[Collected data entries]
-=-=-

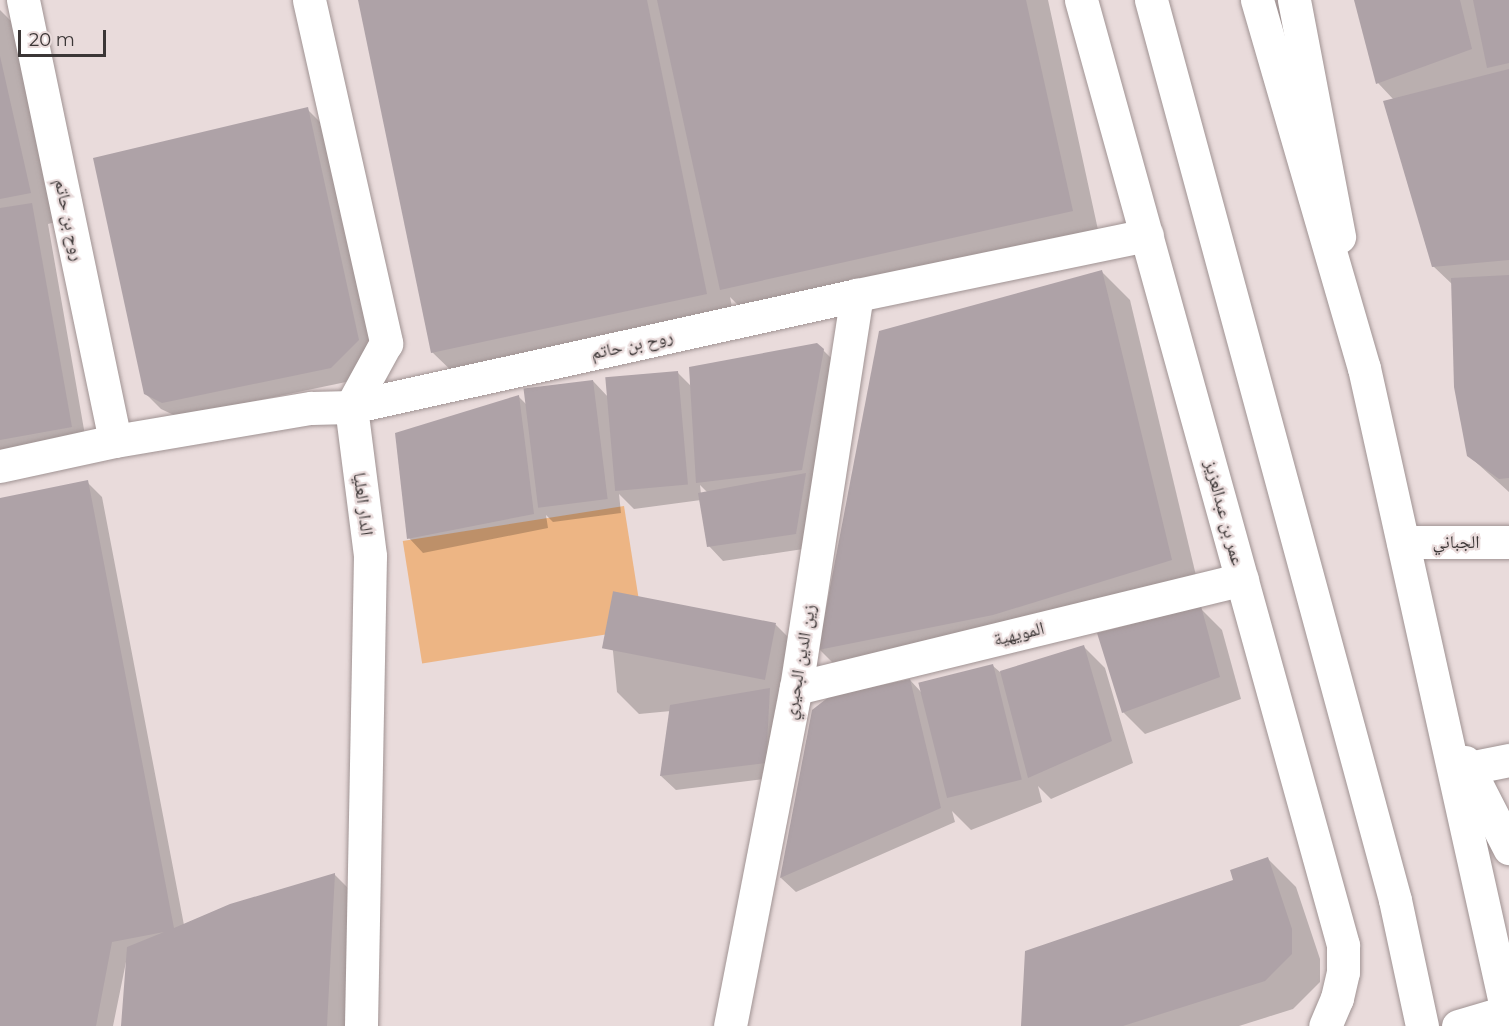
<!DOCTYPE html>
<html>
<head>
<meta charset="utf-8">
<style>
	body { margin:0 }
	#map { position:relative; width:1509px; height:1026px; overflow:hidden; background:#e9dbdb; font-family:Montserrat,"Noto Naskh Arabic",sans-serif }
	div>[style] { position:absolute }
	.green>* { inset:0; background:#edb584; transform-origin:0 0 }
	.shadow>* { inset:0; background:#0003 }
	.building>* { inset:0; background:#aea2a7; transform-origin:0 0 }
	.roads { filter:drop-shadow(0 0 2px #a09393) drop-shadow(0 0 2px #a09393) }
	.minor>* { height:33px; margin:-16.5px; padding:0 16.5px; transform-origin:16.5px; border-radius:16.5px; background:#fff }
	.major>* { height:33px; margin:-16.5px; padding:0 16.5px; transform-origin:16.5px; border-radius:16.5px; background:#fff }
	span { translate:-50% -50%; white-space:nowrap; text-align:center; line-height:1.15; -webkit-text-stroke:4.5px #e9dbdb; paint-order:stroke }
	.street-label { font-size:18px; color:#3b3636 }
	.scale { position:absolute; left:18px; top:30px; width:88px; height:27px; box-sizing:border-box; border:3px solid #3b3636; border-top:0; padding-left:8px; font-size:18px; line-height:21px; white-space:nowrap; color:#3b3636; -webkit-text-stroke:4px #e9dbdb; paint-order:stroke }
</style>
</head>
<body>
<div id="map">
	<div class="green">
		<i style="left:624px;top:506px;width:124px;height:224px;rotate:81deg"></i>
	</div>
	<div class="shadow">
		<i style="clip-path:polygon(360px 0,1048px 0,1100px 239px,750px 317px,730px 297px,735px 322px,461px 380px,432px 352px)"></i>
		<i style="clip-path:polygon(1355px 0,1509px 0,1509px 492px,1468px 455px,1453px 285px,1433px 266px,1394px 100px,1378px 83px)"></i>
		<i style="clip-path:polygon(0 10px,16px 26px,59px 221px,48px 224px,86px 441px,0 457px)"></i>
		<i style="clip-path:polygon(307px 109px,322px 124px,373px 355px,346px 382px,178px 417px,161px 409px,146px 394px)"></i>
		<i style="clip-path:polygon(1102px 272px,1130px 300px,1199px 588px,847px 677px,819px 649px)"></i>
		<i style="clip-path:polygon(evenodd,823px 350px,838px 365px,810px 548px,723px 561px,709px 546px,701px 500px,634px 509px,619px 494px,621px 513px,553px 522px,546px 515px,548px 528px,423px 553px,409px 538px,518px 396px,528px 406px,593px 381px,609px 398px,678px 373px,691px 386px,823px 350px,700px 485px,708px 493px,701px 494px,700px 485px)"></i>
		<i style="clip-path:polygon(87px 482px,102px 497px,184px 925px,334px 874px,362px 902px,356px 1026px,123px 1026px,128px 962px,126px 962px,113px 1026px,0 1026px,0 499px)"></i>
		<i style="clip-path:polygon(1200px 608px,1222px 630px,1241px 699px,1145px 734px,1123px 712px)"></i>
		<i style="clip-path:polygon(776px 625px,797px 646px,780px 777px,676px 790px,661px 776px,671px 711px,639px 714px,617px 692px,612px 641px)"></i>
		<i style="clip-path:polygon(1083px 646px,1105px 668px,1133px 763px,1051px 799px,1038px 786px,1042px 802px,971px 830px,952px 811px,955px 822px,796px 892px,781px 878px,814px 711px,910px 680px,922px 693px,993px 666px,1000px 672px)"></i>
		<i style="clip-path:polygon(1268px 859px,1296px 887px,1320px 959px,1320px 982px,1293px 1009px,1239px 1026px,1022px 1026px)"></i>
	</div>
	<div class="building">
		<i style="clip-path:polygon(358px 0,647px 0,707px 294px,431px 353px)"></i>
		<i style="clip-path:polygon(657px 0,1026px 0,1073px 211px,720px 290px)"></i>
		<i style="clip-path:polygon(1354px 0,1460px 0,1472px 49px,1376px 84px)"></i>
		<i style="clip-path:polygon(1473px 0,1509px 0,1509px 63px,1487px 68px)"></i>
		<i style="clip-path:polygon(0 56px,31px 193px,0 199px)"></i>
		<i style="clip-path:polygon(1509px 69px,1509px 260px,1432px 267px,1383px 101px)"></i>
		<i style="clip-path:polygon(308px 107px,359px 340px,331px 368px,162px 403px,144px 394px,93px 158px)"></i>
		<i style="clip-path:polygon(32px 203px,72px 427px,0 440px,0 208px)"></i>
		<i style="clip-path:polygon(1102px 270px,1172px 560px,993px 615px,818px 650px,879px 331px)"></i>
		<i style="clip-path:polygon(1509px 275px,1509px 478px,1499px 479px,1467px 456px,1454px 387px,1451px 278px)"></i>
		<i style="clip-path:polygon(817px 343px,824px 349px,802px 470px,696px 483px,689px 367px)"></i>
		<i style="left:678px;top:371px;width:114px;height:73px;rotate:85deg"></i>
		<i style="left:593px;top:380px;width:120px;height:70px;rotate:83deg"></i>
		<i style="clip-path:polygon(519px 395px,534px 514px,407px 539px,395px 433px)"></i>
		<i style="clip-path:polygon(806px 473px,796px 534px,707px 547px,698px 493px)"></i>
		<i style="clip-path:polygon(88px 480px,174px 928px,230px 904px,335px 873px,327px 1026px,121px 1026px,127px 947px,164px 932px,112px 942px,96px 1026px,0 1026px,0 498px)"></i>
		<i style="clip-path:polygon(1201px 606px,1220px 677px,1122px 713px,1097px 633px)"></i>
		<i style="left:776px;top:623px;width:58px;height:166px;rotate:101deg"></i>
		<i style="clip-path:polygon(1084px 645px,1112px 741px,1028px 778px,1000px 671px)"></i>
		<i style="left:993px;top:664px;width:119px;height:77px;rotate:76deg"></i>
		<i style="clip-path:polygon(910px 679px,941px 808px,780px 878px,812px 710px,830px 696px)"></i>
		<i style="clip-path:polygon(770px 688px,766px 763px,660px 776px,670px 705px)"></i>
		<i style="clip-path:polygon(1268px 857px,1292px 929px,1292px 954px,1265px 981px,1123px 1026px,1021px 1026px,1025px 951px,1233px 880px,1230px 870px)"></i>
	</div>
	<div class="roads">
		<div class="minor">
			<i style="left:23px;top:0;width:450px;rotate:78.2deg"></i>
			<i style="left:309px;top:0;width:352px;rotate:77.3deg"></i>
			<i style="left:386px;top:343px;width:73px;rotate:118.7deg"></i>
			<i style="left:351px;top:407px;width:150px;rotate:82.7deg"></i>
			<i style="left:370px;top:556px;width:470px;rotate:91.1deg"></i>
			<i style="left:1081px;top:0;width:981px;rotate:74.5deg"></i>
			<i style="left:1343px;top:945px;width:27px;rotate:90deg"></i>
			<i style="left:1343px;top:972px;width:27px;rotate:103deg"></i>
			<i style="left:1337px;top:998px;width:30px;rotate:113deg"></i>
			<i style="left:1294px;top:0;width:241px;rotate:79.2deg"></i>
			<i style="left:0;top:466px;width:118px;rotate:-12.3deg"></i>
			<i style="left:115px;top:441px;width:199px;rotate:-9.6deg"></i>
			<i style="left:311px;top:408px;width:40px;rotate:-1.4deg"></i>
			<i style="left:351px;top:407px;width:518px;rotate:-12.48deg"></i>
			<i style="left:857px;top:295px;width:296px;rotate:-11.7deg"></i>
			<i style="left:1403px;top:542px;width:106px"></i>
			<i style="left:796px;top:688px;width:459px;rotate:-13.7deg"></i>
			<i style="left:1469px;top:768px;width:41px;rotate:-11.3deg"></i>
			<i style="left:730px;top:1026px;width:344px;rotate:-79deg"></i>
			<i style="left:796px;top:688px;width:398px;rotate:-81.2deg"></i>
		</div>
		<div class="major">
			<i style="left:1151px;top:0;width:932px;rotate:74.83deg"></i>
			<i style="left:1395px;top:900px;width:129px;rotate:77.9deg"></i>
			<i style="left:1257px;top:0;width:383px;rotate:73.8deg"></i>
			<i style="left:1364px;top:368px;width:669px;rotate:77.48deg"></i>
			<i style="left:1465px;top:762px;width:97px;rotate:62.9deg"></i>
			<i style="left:1458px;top:1026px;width:53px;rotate:-16.4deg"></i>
		</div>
	</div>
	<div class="street-label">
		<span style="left:69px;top:220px;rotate:78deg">روح بن حاتم</span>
		<span style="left:632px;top:345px;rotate:-12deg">روح بن حاتم</span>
		<span style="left:363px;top:504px;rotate:83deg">الدار العليا</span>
		<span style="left:1224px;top:513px;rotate:75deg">عمر بن عبدالعزيز</span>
		<span style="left:1456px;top:542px">الجباني</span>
		<span style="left:1019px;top:634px;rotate:-14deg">المويهية</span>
		<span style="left:800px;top:662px;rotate:-80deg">زين الدين البحيري</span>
	</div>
	<div class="scale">20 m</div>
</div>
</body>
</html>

-=-=-

→ **YOUR GOAL**:
In the data above, find the line with "inset:0; background:#aea2a7; transform-origin:0" and the line with "filter:drop-shadow(0 0 2px". Retype both, plus every line between them, exactly.

→ **RESPONSE BOX**:
	.building>* { inset:0; background:#aea2a7; transform-origin:0 0 }
	.roads { filter:drop-shadow(0 0 2px #a09393) drop-shadow(0 0 2px #a09393) }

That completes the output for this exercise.